Wills’ crew of around 12 people, both
men and women, were given a crash course on electrical work
before they began working on wartime aircraft.
“They
brought the B-24s in at the end of our hangar, and we
finished up by doing the electrical work like running lights
and the warm air used to keep the pilots’ suits warm,” Wills
said. “There was a lot of stuff, I couldn’t think of all the
stuff we did!”
Wills caught on quickly and began to
enjoy her work, despite the 12-hour shifts and the hard
manual labor.
“To me, the most important thing was
just doing it, not thinking about it,” Wills said. “I had
had it hard all my life and it was never any harder than any
of that. I was just glad I had a job and happy I could do a
good job at it.”
To add to her sense of
accomplishment, Wills took pride in her work.
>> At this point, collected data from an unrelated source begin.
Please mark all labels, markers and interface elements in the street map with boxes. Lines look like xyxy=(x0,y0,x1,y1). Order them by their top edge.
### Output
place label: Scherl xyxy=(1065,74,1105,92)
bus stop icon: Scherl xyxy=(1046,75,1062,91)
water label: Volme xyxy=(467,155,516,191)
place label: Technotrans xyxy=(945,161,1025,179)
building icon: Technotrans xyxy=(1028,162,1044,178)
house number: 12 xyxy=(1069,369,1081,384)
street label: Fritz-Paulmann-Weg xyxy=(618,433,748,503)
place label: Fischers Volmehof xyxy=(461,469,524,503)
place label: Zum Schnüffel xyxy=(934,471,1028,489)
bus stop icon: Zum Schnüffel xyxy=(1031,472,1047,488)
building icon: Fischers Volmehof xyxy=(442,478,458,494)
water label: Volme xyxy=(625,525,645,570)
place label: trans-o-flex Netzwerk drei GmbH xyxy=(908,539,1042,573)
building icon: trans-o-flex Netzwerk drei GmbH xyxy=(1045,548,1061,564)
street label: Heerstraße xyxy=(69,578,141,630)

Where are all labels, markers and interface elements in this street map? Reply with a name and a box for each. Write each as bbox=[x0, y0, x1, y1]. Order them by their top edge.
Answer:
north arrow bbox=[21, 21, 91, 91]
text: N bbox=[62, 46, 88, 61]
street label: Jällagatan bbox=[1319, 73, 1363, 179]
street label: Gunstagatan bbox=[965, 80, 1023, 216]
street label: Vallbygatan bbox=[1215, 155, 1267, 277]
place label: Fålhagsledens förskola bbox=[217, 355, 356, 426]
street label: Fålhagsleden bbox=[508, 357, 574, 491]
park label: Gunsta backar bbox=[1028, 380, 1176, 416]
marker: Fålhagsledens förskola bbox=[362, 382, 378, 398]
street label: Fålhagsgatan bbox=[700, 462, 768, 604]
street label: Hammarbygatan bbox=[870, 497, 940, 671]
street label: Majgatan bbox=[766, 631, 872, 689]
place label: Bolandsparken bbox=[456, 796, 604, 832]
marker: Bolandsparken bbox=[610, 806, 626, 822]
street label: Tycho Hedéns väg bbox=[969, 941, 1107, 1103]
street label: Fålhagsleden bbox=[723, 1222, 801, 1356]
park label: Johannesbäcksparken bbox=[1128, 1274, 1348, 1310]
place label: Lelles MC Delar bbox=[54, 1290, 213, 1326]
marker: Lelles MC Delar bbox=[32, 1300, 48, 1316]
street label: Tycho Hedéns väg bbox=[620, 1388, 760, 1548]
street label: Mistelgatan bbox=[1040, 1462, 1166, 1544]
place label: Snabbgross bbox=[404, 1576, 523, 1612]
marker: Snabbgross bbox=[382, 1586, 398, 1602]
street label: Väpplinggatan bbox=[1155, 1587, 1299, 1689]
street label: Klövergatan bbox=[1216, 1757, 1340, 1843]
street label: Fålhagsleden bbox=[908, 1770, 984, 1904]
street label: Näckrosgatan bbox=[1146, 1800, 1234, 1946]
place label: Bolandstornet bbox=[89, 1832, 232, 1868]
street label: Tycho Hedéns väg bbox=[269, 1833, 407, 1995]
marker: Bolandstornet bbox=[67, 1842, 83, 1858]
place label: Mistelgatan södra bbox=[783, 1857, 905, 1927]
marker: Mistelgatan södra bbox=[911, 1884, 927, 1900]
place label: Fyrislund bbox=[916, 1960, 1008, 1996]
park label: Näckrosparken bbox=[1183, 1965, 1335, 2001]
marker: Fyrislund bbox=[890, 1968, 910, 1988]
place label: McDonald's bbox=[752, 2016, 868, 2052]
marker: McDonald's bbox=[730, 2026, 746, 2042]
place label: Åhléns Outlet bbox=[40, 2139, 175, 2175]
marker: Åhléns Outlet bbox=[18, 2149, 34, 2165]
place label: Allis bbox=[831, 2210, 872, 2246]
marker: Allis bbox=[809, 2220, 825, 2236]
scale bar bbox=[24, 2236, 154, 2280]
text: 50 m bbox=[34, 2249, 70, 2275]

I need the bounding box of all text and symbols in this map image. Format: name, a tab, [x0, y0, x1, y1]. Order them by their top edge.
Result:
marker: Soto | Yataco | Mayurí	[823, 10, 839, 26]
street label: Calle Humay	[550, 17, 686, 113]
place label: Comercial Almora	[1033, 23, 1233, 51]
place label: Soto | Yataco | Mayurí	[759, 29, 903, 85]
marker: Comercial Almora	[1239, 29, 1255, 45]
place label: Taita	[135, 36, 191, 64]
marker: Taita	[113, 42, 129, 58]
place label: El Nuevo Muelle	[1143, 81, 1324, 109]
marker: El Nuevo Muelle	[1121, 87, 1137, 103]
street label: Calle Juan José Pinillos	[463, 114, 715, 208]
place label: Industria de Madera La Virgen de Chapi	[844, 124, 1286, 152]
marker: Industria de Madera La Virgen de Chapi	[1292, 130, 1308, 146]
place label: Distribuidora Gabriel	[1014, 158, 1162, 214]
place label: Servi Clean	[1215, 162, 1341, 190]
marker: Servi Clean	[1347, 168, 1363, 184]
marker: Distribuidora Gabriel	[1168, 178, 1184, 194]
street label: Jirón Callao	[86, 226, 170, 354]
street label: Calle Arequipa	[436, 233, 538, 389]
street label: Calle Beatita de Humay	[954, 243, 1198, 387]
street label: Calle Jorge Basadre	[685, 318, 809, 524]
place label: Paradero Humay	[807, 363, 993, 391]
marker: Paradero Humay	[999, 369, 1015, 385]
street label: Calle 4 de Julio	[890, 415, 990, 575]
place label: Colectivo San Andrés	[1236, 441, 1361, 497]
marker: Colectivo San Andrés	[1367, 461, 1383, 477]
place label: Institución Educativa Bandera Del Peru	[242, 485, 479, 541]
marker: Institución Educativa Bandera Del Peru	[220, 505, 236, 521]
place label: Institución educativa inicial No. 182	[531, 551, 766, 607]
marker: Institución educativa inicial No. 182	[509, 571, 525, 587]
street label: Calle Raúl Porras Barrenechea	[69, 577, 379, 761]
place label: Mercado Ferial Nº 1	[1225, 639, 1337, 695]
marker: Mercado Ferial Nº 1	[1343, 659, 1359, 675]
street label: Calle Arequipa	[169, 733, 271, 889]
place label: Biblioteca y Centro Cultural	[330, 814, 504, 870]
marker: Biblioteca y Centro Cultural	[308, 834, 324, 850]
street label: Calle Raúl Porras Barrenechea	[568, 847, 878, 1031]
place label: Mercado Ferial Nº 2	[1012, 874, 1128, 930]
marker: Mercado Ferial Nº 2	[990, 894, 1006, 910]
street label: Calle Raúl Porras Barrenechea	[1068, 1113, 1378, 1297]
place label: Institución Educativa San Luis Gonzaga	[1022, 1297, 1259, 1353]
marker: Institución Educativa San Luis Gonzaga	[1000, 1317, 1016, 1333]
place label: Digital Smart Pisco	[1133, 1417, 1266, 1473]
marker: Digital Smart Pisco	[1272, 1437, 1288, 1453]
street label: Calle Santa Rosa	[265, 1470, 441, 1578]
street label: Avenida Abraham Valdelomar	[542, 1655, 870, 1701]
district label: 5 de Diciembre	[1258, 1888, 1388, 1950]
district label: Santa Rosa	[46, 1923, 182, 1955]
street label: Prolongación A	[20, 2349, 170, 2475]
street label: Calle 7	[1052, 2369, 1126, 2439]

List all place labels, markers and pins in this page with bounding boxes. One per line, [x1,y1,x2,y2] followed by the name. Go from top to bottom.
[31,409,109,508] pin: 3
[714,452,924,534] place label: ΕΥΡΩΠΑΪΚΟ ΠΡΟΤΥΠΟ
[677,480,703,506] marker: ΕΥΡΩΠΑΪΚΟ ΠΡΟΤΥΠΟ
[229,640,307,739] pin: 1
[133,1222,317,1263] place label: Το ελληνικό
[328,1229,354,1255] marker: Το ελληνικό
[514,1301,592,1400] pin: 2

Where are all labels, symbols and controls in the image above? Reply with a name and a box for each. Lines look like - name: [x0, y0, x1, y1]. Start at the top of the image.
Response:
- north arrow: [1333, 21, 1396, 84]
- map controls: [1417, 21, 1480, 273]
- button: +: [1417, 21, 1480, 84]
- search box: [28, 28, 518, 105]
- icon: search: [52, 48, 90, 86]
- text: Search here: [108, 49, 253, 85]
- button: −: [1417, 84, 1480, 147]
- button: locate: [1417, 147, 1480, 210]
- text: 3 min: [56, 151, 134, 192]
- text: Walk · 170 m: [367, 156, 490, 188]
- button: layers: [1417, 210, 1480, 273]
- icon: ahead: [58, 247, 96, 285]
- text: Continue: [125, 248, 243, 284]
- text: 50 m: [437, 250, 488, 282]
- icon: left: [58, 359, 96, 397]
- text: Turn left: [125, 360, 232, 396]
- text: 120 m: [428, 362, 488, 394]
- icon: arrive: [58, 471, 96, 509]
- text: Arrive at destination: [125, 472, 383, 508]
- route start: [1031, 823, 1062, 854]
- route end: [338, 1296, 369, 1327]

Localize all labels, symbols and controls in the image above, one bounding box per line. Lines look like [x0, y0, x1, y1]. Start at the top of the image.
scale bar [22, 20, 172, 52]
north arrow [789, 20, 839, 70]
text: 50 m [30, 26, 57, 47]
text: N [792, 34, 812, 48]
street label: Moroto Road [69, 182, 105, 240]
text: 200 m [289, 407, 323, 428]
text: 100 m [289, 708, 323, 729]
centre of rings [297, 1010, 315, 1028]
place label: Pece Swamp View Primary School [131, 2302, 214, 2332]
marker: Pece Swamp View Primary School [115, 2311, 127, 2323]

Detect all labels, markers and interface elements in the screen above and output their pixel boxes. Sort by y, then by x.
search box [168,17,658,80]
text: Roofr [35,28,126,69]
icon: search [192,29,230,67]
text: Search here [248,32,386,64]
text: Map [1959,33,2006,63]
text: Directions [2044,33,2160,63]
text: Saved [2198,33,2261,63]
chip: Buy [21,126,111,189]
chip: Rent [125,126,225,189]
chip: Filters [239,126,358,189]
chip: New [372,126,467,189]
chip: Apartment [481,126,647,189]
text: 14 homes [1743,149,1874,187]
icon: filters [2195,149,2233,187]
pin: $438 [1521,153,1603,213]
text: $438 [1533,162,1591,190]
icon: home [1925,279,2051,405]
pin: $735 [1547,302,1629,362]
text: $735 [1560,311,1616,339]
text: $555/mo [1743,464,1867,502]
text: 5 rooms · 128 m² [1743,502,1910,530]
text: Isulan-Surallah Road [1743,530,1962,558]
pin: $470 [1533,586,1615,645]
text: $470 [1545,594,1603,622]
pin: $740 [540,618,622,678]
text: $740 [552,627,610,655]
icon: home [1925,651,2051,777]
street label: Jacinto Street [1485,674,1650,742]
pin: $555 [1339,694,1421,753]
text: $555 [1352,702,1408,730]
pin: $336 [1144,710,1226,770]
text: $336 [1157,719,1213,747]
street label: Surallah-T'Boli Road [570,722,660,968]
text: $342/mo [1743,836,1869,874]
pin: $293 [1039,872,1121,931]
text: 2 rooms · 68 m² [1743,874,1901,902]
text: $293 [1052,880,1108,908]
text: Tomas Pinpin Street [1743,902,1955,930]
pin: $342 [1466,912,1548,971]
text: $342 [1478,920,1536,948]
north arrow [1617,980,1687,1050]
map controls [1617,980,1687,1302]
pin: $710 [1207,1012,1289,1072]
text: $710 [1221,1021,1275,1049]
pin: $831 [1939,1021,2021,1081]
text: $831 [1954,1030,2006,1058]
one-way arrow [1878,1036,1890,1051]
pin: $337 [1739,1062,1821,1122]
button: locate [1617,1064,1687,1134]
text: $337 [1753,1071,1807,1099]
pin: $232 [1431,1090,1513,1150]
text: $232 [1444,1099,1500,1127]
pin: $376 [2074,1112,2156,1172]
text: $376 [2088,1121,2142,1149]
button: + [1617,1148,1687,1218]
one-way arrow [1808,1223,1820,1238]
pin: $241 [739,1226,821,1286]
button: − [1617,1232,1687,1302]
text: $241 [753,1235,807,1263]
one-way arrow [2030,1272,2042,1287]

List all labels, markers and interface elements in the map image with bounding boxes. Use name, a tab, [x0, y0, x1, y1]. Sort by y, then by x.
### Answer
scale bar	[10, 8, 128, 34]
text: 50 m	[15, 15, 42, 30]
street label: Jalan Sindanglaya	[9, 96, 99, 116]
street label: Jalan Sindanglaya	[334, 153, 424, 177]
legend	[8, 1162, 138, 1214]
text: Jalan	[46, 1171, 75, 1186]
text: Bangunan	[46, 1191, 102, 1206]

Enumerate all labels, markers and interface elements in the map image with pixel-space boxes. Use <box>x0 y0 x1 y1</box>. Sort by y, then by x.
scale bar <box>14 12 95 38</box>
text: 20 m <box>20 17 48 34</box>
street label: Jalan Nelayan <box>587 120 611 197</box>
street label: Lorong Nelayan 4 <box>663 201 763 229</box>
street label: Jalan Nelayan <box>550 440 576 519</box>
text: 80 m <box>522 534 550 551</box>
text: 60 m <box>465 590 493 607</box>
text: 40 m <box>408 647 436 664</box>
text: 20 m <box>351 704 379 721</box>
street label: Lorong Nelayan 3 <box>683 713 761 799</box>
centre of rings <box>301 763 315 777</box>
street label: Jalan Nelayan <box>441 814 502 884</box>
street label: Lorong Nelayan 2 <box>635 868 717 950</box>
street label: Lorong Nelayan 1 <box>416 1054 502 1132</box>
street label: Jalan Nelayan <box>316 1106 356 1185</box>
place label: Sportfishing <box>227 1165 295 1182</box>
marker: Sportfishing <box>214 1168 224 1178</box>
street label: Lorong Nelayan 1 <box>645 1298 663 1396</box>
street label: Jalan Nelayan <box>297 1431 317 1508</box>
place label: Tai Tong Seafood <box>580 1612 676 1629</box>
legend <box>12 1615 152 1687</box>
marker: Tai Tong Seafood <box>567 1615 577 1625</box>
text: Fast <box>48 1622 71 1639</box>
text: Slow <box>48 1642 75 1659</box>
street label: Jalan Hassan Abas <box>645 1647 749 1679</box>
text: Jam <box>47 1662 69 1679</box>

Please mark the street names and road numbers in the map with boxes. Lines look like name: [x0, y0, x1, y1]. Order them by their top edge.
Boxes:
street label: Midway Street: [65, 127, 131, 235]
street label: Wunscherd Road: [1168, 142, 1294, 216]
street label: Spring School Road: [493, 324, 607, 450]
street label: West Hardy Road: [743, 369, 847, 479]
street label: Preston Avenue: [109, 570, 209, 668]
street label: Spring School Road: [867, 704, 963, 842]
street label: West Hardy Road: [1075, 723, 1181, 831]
She realized
in a short time she was doing her part in helping our nation
during a time of war.
“I was doing the right thing,”
she said. “Somebody had to do the electrical work or they
wouldn’t fly. I was always so happy every time I left the
plane. The guys would say, ‘Your work was all good,’ and
that made me feel good. I never had accolades for anything
I’d ever done really.”
Pride was evident all over
Holman Field during WWII, Wills said. When they weren’t
working around-the-clock to launch the B-24 fleet, they were
giving blood for the Red Cross. A time Wills admits she
stuffed tools into her coveralls in order to meet the weight
requirement to donate blood.
“It was a large place,
but we all were very patriotic I think,” Wills said “There
was a time when they came in to give us a certain amount of
money. We turned it down because our boys were fighting and
dying over there.”
During a trip to Fort Snelling, a
man approached Wills asking her if she would talk with him.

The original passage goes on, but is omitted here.